In the complex spectrum of coronary anomalies, the origin of the left coronary artery from the right sinus of Valsalva with intramural course could represent a catastrophic life-threatening condition leading to extensive myocardial infarction and sudden cardiac death, especially in young athletes. We report the case of a young female athlete with anomalous left coronary artery from the opposite sinus who survived a major non-ST-elevation myocardial infarction during the eighth kilometer of a running race.
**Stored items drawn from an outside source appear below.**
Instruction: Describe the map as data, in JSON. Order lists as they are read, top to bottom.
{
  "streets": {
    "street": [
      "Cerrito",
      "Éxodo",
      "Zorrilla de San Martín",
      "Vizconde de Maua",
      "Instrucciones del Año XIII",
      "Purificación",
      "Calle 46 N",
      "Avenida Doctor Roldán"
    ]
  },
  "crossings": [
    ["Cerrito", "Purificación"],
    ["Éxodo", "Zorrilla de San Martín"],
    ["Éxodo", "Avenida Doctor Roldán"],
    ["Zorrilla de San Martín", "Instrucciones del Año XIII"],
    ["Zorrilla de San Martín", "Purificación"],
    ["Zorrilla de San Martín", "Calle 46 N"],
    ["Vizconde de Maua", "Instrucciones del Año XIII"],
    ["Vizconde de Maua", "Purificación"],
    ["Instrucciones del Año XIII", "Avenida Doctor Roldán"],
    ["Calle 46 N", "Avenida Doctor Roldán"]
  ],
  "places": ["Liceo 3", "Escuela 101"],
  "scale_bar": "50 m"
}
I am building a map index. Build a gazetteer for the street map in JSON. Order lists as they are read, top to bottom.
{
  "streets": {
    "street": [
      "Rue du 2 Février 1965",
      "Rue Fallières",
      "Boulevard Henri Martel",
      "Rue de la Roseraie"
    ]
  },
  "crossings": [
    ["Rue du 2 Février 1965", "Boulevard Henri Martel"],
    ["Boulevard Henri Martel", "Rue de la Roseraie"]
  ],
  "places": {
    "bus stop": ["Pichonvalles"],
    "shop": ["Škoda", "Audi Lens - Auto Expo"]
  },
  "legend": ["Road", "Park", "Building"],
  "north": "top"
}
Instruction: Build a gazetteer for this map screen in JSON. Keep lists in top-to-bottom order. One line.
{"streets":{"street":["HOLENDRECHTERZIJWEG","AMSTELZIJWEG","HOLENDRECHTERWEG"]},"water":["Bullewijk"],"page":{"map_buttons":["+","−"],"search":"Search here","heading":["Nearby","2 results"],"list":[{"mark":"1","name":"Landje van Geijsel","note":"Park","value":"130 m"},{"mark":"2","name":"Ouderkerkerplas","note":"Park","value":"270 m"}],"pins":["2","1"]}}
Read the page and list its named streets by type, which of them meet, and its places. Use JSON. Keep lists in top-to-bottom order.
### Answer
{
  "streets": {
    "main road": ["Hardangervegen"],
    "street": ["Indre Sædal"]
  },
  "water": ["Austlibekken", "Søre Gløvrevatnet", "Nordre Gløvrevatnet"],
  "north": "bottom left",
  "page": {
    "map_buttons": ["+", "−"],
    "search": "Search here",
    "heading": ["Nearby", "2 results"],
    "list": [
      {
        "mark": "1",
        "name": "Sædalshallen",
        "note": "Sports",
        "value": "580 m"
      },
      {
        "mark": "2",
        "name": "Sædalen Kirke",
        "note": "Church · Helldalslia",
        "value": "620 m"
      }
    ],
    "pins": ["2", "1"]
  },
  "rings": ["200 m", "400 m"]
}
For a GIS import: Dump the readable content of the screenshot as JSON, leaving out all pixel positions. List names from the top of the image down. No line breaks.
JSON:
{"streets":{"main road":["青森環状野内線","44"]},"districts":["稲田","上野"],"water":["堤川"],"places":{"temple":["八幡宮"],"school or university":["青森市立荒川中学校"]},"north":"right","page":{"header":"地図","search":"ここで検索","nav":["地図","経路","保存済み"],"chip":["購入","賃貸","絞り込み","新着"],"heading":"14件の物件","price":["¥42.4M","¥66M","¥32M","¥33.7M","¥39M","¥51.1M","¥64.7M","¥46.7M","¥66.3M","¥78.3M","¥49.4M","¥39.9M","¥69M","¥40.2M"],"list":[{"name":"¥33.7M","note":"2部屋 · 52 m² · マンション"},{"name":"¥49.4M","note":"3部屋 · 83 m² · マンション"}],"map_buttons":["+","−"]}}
It was successfully treated by creating a neo-ostium of the left coronary artery in the left sinus at the point at which the artery left the aortic wall.
在复杂的冠状动脉异常谱中,左冠状动脉起源于右窦瓦萨尔瓦,伴壁内走行,可能导致广泛的心肌梗死和心源性猝死,尤其是在年轻运动员中。我们报告了一例左冠状动脉来自对侧窦的年轻女运动员的病例,该患者在跑步比赛的第 8 公里时发生了大面积非 ST 段抬高型心肌梗死,但幸存下来。通过在左冠状动脉离开主动脉壁的部位在左窦创建左冠状动脉新口,成功地对其进行了治疗。